If you had to read Wuthering Heights in high school but you don’t remember it, you might have reading associated amnesia. Try watching the movie (the version with Tom Hardey and Charlotte Riley). It will leave you, helpless, with a pile of boogie rags and an aching heart.
But a book like Breakfast at Tiffany’s has a way of sticking with you-even if you cannot remember the guy’s name; even if as a naïve sixteen year old you have no idea what Tiffany’s is, even after you’ve written an entire research paper. It sticks with you enough to make you buy a Breakfast at Tiffany’s poster to put above your bed in your first year of college. Something about her name, Holly Golightly. I remember a critic described it like this: life is a holiday, and through it you must tread lightly.
Capote came back to me when I read In Cold Blood for English 101. Goodness, how that book contrasts in style and, obviously type, from Breakfast at Tiffany’s.

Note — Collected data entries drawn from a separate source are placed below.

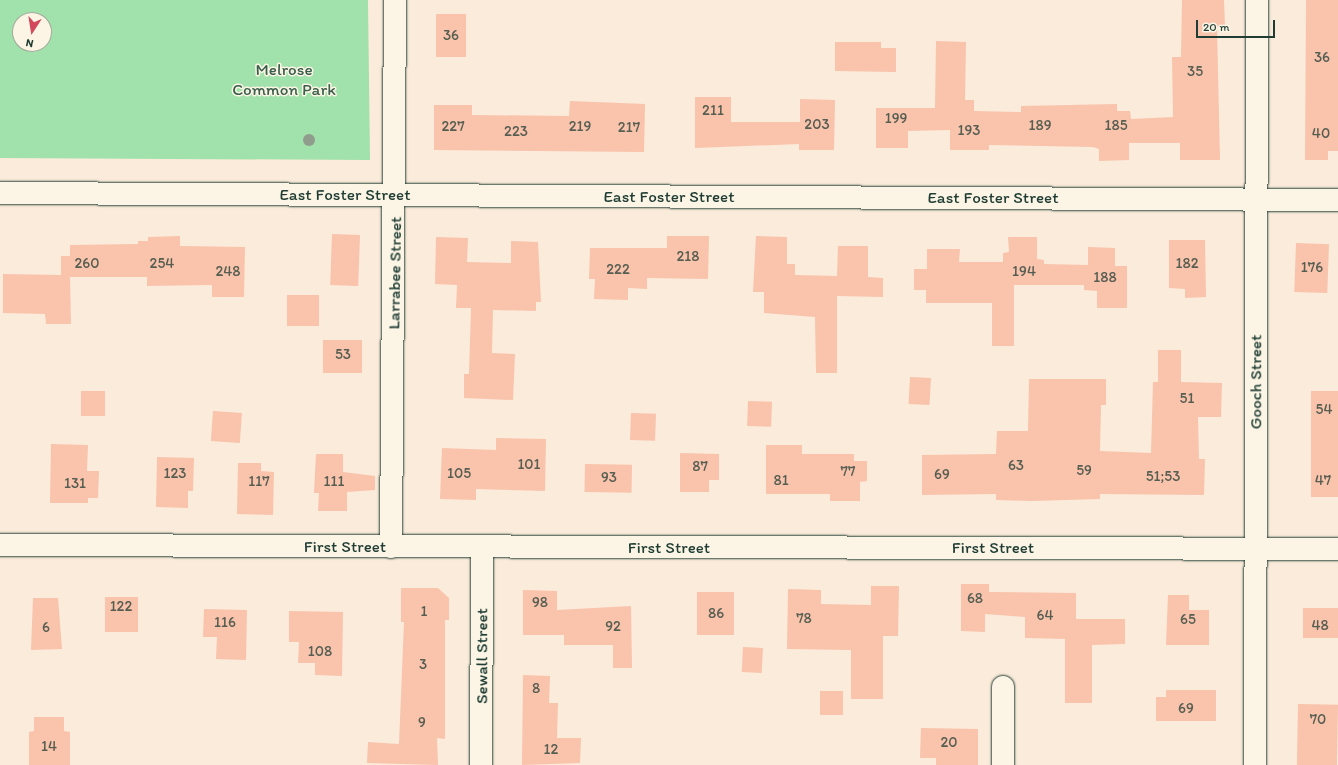 <!DOCTYPE html>
<style>
body{margin:0}
#map{position:relative;width:1338px;height:765px;overflow:hidden;background:#fbebda;font-family:Itim,sans-serif}
div>[style]{position:absolute}
.green>*{inset:0;background:#a1e1ab}
.building>*{inset:0;background:#f9c3ac;transform-origin:0 0}
.roads{filter:drop-shadow(0 0 1px #1f3d34) drop-shadow(0 0 1px #1f3d34)}
.minor>*{height:22px;margin:-11px;padding:0 11px;transform-origin:11px;border-radius:11px;background:#fcf5e5}
.trees>*{width:12px;height:12px;margin:-6px;border-radius:50%;background:#909d8c}
span{translate:-50% -50%;white-space:nowrap;text-align:center;line-height:1.15;-webkit-text-stroke:3px #fcf5e5;paint-order:stroke}
.number-label{font-size:15px;color:#565e52}
.number-label span{-webkit-text-stroke-width:0}
.park-label{font-size:17px;color:#395e4c}
.street-label{font-size:17px;color:#1f3d34}
.north{position:absolute;left:12px;top:12px;width:40px;height:40px;box-sizing:border-box;background:#fcf5e5;border:1px solid #a4ab9e;border-radius:50%;rotate:192deg;font-size:11px;font-weight:700;line-height:16px;text-align:center;color:#1f3d34}
.north::after{content:'';display:block;margin:auto;width:14px;height:18px;background:#d1495b;clip-path:polygon(50% 0,100% 100%,50% 72%,0 100%)}
.scale{position:absolute;left:1196px;top:20px;width:79px;height:18px;box-sizing:border-box;border:2px solid #1f3d34;border-top:0;padding-left:5px;font-size:12px;line-height:14px;white-space:nowrap;color:#1f3d34;-webkit-text-stroke:3px #fcf5e5;paint-order:stroke}
</style>
<div id="map">
<div class="green">
<div style="clip-path:polygon(evenodd,0 0,368px 0,370px 160px,0 158px,0 0,20px 20px,44px 20px,44px 44px,20px 44px,20px 20px)"></div>
</div>
<div class="building">
<div style="clip-path:polygon(1182px 0,1224px 0,1225px 27px,1217px 27px,1220px 160px,1180px 160px,1180px 143px,1129px 143px,1129px 160px,1099px 161px,1099px 149px,1093px 147px,989px 145px,989px 150px,950px 150px,950px 130px,908px 131px,908px 148px,876px 148px,876px 108px,935px 108px,936px 41px,966px 42px,965px 100px,974px 100px,974px 111px,1021px 112px,1021px 106px,1117px 104px,1117px 111px,1130px 111px,1131px 119px,1173px 117px,1172px 57px,1181px 57px)"></div>
<div style="clip-path:polygon(1306px 0,1338px 0,1338px 151px,1328px 151px,1328px 160px,1305px 160px)"></div>
<div style="left:436px;top:14px;width:30px;height:43px"></div>
<div style="clip-path:polygon(835px 42px,881px 42px,881px 48px,896px 48px,896px 72px,835px 71px)"></div>
<div style="clip-path:polygon(695px 97px,731px 97px,731px 122px,800px 122px,800px 99px,835px 100px,834px 150px,799px 150px,799px 144px,695px 148px)"></div>
<div style="clip-path:polygon(570px 101px,645px 104px,644px 152px,434px 150px,434px 105px,472px 105px,472px 115px,569px 116px)"></div>
<div style="left:332px;top:234px;width:28px;height:51px;rotate:2deg"></div>
<div style="clip-path:polygon(180px 236px,180px 246px,245px 247px,244px 297px,212px 297px,212px 285px,147px 286px,147px 277px,70px 277px,71px 324px,46px 324px,45px 314px,3px 313px,3px 274px,61px 275px,61px 256px,70px 256px,70px 245px,138px 244px,138px 241px,148px 241px,148px 237px)"></div>
<div style="clip-path:polygon(667px 236px,709px 236px,708px 279px,647px 278px,647px 289px,628px 288px,628px 300px,594px 299px,595px 279px,589px 279px,590px 248px,667px 248px)"></div>
<div style="clip-path:polygon(756px 236px,787px 237px,787px 264px,795px 264px,795px 275px,837px 276px,838px 246px,868px 246px,868px 277px,883px 278px,883px 297px,837px 296px,837px 373px,816px 373px,815px 317px,764px 313px,764px 292px,753px 292px)"></div>
<div style="clip-path:polygon(436px 237px,468px 238px,467px 262px,511px 263px,511px 241px,538px 242px,541px 302px,536px 302px,536px 311px,493px 310px,492px 353px,515px 354px,513px 400px,464px 398px,464px 374px,469px 374px,471px 308px,456px 308px,457px 285px,435px 284px)"></div>
<div style="clip-path:polygon(1008px 237px,1037px 237px,1037px 259px,1044px 260px,1044px 264px,1088px 265px,1088px 247px,1115px 248px,1115px 266px,1127px 266px,1127px 308px,1097px 308px,1097px 291px,1084px 290px,1084px 285px,1014px 285px,1014px 346px,992px 346px,992px 303px,926px 303px,926px 290px,914px 290px,914px 269px,927px 269px,927px 249px,960px 249px,959px 262px,1003px 262px,1003px 253px,1009px 252px)"></div>
<div style="clip-path:polygon(1169px 240px,1205px 240px,1206px 297px,1185px 298px,1185px 289px,1169px 288px)"></div>
<div style="left:1296px;top:243px;width:33px;height:49px;rotate:2deg"></div>
<div style="left:287px;top:295px;width:32px;height:31px"></div>
<div style="left:323px;top:340px;width:39px;height:33px"></div>
<div style="clip-path:polygon(1158px 350px,1181px 350px,1181px 382px,1222px 383px,1221px 417px,1198px 417px,1199px 459px,1205px 459px,1204px 495px,1100px 494px,1100px 499px,1031px 501px,996px 500px,996px 494px,922px 495px,922px 455px,996px 454px,997px 431px,1028px 431px,1029px 379px,1106px 379px,1106px 405px,1101px 405px,1100px 451px,1151px 453px,1153px 382px,1158px 382px)"></div>
<div style="left:910px;top:377px;width:21px;height:27px;rotate:3deg"></div>
<div style="left:81px;top:391px;width:24px;height:25px"></div>
<div style="left:1311px;top:391px;width:27px;height:106px"></div>
<div style="left:748px;top:401px;width:24px;height:25px;rotate:2deg"></div>
<div style="left:213px;top:411px;width:29px;height:30px;rotate:4deg"></div>
<div style="left:631px;top:413px;width:25px;height:27px;rotate:2deg"></div>
<div style="clip-path:polygon(496px 438px,546px 439px,545px 491px,476px 489px,476px 500px,440px 499px,442px 448px,496px 450px)"></div>
<div style="clip-path:polygon(51px 444px,88px 445px,87px 471px,99px 471px,98px 498px,88px 498px,88px 503px,50px 503px)"></div>
<div style="clip-path:polygon(766px 445px,802px 445px,802px 454px,854px 454px,854px 461px,867px 461px,867px 481px,860px 482px,860px 501px,830px 501px,830px 494px,766px 494px)"></div>
<div style="clip-path:polygon(680px 453px,719px 454px,719px 480px,709px 480px,709px 492px,680px 492px)"></div>
<div style="clip-path:polygon(316px 454px,343px 454px,343px 472px,375px 476px,375px 490px,347px 492px,347px 511px,318px 511px,319px 493px,314px 493px)"></div>
<div style="clip-path:polygon(157px 457px,194px 458px,193px 491px,188px 491px,188px 508px,156px 507px)"></div>
<div style="clip-path:polygon(238px 463px,261px 463px,261px 471px,274px 472px,273px 515px,237px 514px)"></div>
<div style="left:585px;top:464px;width:47px;height:28px;rotate:1deg"></div>
<div style="clip-path:polygon(961px 584px,989px 584px,989px 592px,1076px 593px,1076px 619px,1125px 619px,1125px 644px,1092px 645px,1092px 703px,1065px 703px,1065px 639px,1025px 638px,1025px 617px,985px 614px,985px 632px,961px 631px)"></div>
<div style="clip-path:polygon(871px 586px,899px 586px,898px 636px,883px 636px,883px 699px,851px 699px,851px 650px,787px 649px,788px 589px,821px 590px,821px 604px,871px 605px)"></div>
<div style="clip-path:polygon(401px 588px,438px 588px,449px 598px,449px 620px,445px 620px,445px 739px,437px 738px,438px 765px,367px 763px,368px 742px,399px 744px,404px 622px,401px 622px)"></div>
<div style="clip-path:polygon(523px 590px,557px 591px,557px 610px,631px 606px,632px 668px,613px 668px,613px 645px,564px 645px,564px 635px,523px 635px)"></div>
<div style="left:734px;top:592px;width:43px;height:37px;rotate:90deg"></div>
<div style="clip-path:polygon(1168px 595px,1189px 595px,1189px 610px,1209px 610px,1209px 645px,1166px 645px)"></div>
<div style="left:105px;top:597px;width:33px;height:35px"></div>
<div style="clip-path:polygon(33px 598px,58px 598px,62px 649px,31px 650px)"></div>
<div style="left:1338px;top:608px;width:30px;height:35px;rotate:90deg"></div>
<div style="clip-path:polygon(204px 609px,247px 610px,246px 660px,216px 659px,217px 637px,203px 637px)"></div>
<div style="clip-path:polygon(289px 611px,343px 612px,342px 676px,315px 675px,315px 663px,298px 663px,299px 642px,289px 642px)"></div>
<div style="left:743px;top:647px;width:20px;height:25px;rotate:3deg"></div>
<div style="clip-path:polygon(523px 675px,550px 676px,549px 703px,558px 703px,557px 738px,581px 738px,580px 763px,522px 765px)"></div>
<div style="clip-path:polygon(1166px 690px,1216px 690px,1216px 721px,1156px 721px,1156px 697px,1166px 697px)"></div>
<div style="left:820px;top:691px;width:23px;height:24px"></div>
<div style="left:1298px;top:704px;width:40px;height:61px;rotate:1deg"></div>
<div style="clip-path:polygon(34px 717px,64px 717px,64px 731px,70px 732px,70px 765px,29px 765px,29px 732px,34px 731px)"></div>
<div style="clip-path:polygon(921px 728px,978px 729px,978px 765px,936px 765px,936px 758px,920px 758px)"></div>
</div>
<div class="roads">
<div class="minor">
<div style="left:0;top:193px;width:1338px;rotate:0.3deg"></div>
<div style="left:0;top:545px;width:1338px;rotate:0.17deg"></div>
<div style="left:391px;top:547px;width:547px;rotate:-89.58deg"></div>
<div style="left:1003px;top:687px;width:78px;rotate:90deg"></div>
<div style="left:481px;top:765px;width:218px;rotate:-89.7deg"></div>
<div style="left:1255px;top:765px;width:765px;rotate:-89.85deg"></div>
</div>
</div>
<div class="trees">
<div style="left:309px;top:140px"></div>
</div>
<div class="number-label">
<span style="left:451px;top:36px">36</span>
<span style="left:1322px;top:58px">36</span>
<span style="left:1195px;top:72px">35</span>
<span style="left:713px;top:111px">211</span>
<span style="left:896px;top:119px">199</span>
<span style="left:817px;top:125px">203</span>
<span style="left:1040px;top:126px">189</span>
<span style="left:1116px;top:126px">185</span>
<span style="left:453px;top:127px">227</span>
<span style="left:580px;top:127px">219</span>
<span style="left:629px;top:128px">217</span>
<span style="left:969px;top:131px">193</span>
<span style="left:516px;top:132px">223</span>
<span style="left:1321px;top:134px">40</span>
<span style="left:688px;top:257px">218</span>
<span style="left:87px;top:264px">260</span>
<span style="left:162px;top:264px">254</span>
<span style="left:1187px;top:264px">182</span>
<span style="left:1312px;top:268px">176</span>
<span style="left:618px;top:270px">222</span>
<span style="left:228px;top:272px">248</span>
<span style="left:1024px;top:272px">194</span>
<span style="left:1105px;top:278px">188</span>
<span style="left:343px;top:355px">53</span>
<span style="left:1187px;top:399px">51</span>
<span style="left:1324px;top:410px">54</span>
<span style="left:529px;top:465px">101</span>
<span style="left:1016px;top:466px">63</span>
<span style="left:700px;top:467px">87</span>
<span style="left:1084px;top:471px">59</span>
<span style="left:848px;top:472px">77</span>
<span style="left:175px;top:474px">123</span>
<span style="left:459px;top:474px">105</span>
<span style="left:942px;top:475px">69</span>
<span style="left:1163px;top:477px">51;53</span>
<span style="left:609px;top:478px">93</span>
<span style="left:781px;top:481px">81</span>
<span style="left:1323px;top:481px">47</span>
<span style="left:259px;top:482px">117</span>
<span style="left:334px;top:482px">111</span>
<span style="left:75px;top:484px">131</span>
<span style="left:975px;top:599px">68</span>
<span style="left:540px;top:603px">98</span>
<span style="left:121px;top:607px">122</span>
<span style="left:424px;top:612px">1</span>
<span style="left:716px;top:614px">86</span>
<span style="left:1045px;top:616px">64</span>
<span style="left:804px;top:619px">78</span>
<span style="left:1188px;top:620px">65</span>
<span style="left:225px;top:623px">116</span>
<span style="left:1320px;top:626px">48</span>
<span style="left:613px;top:627px">92</span>
<span style="left:46px;top:628px">6</span>
<span style="left:320px;top:652px">108</span>
<span style="left:423px;top:665px">3</span>
<span style="left:536px;top:689px">8</span>
<span style="left:1186px;top:709px">69</span>
<span style="left:1318px;top:720px">70</span>
<span style="left:422px;top:723px">9</span>
<span style="left:949px;top:743px">20</span>
<span style="left:49px;top:747px">14</span>
<span style="left:551px;top:750px">12</span>
</div>
<div class="park-label">
<span style="left:284px;top:80px">Melrose<br>Common Park</span>
</div>
<div class="street-label">
<span style="left:345px;top:195px">East Foster Street</span>
<span style="left:669px;top:197px">East Foster Street</span>
<span style="left:993px;top:198px">East Foster Street</span>
<span style="left:395px;top:273px;rotate:-89deg">Larrabee Street</span>
<span style="left:1256px;top:382px;rotate:-90deg">Gooch Street</span>
<span style="left:345px;top:547px">First Street</span>
<span style="left:669px;top:548px">First Street</span>
<span style="left:993px;top:548px">First Street</span>
<span style="left:482px;top:656px;rotate:-90deg">Sewall Street</span>
</div>
<div class="north">N</div>
<div class="scale">20 m</div>
</div>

If you watch Breakfast at Tiffany’s, which you should, there are countless moments and quotes that will speak to you-especially if you’re transitioning (interpret ‘transition’ however it applies to you). Holly lives in a mostly empty apartment in Manhattan where she uses suitcases simultaneously for storage and as tabletops. About her cat she explains:
Poor old cat. Poor slob. Poor slob without a name. I don’t have the right to give him one. We don’t belong to each other. We just took up one day. I don’t want to own anything until I find a place where me and things go together. I’m not sure where that is, but I know what it’s like. It’s like Tiffany’s…When I get [the mean reds], what does any good is to jump into a cab and go to Tiffany’s. Calms me down right away. The quietness, the proud look. Nothing very bad could happen to you there. If I could find a real-life place that made me feel like Tiffany’s then…then I’d buy some furniture and give the cat a name.
I went to Tiffany’s in the evening at Christmastime with a dear friend last winter. Holly speaks the truth. I’m still looking for my own Tiffany’s. Holly finds hers in the end, so I know I will, too. In the meantime, I will be a drifter (luckily, there are two of us), and listen to songs like Moon River, as sung by Audrey Hepburn in Breakfast at Tiffany’s, because there’s such a lot of world to see, like these beauties:
A Drifter, Headed in the Wrong Direction (away from me)
A Soggy Afternoon Backyard
A Frozen, but Happy, Man
A Not-Frozen Niagara Falls at Night
An Empty, Sparkly Street (and, no, we don’t know if they stay on all year)
Niagara Falls was a bit too cold to be my Tiffany’s.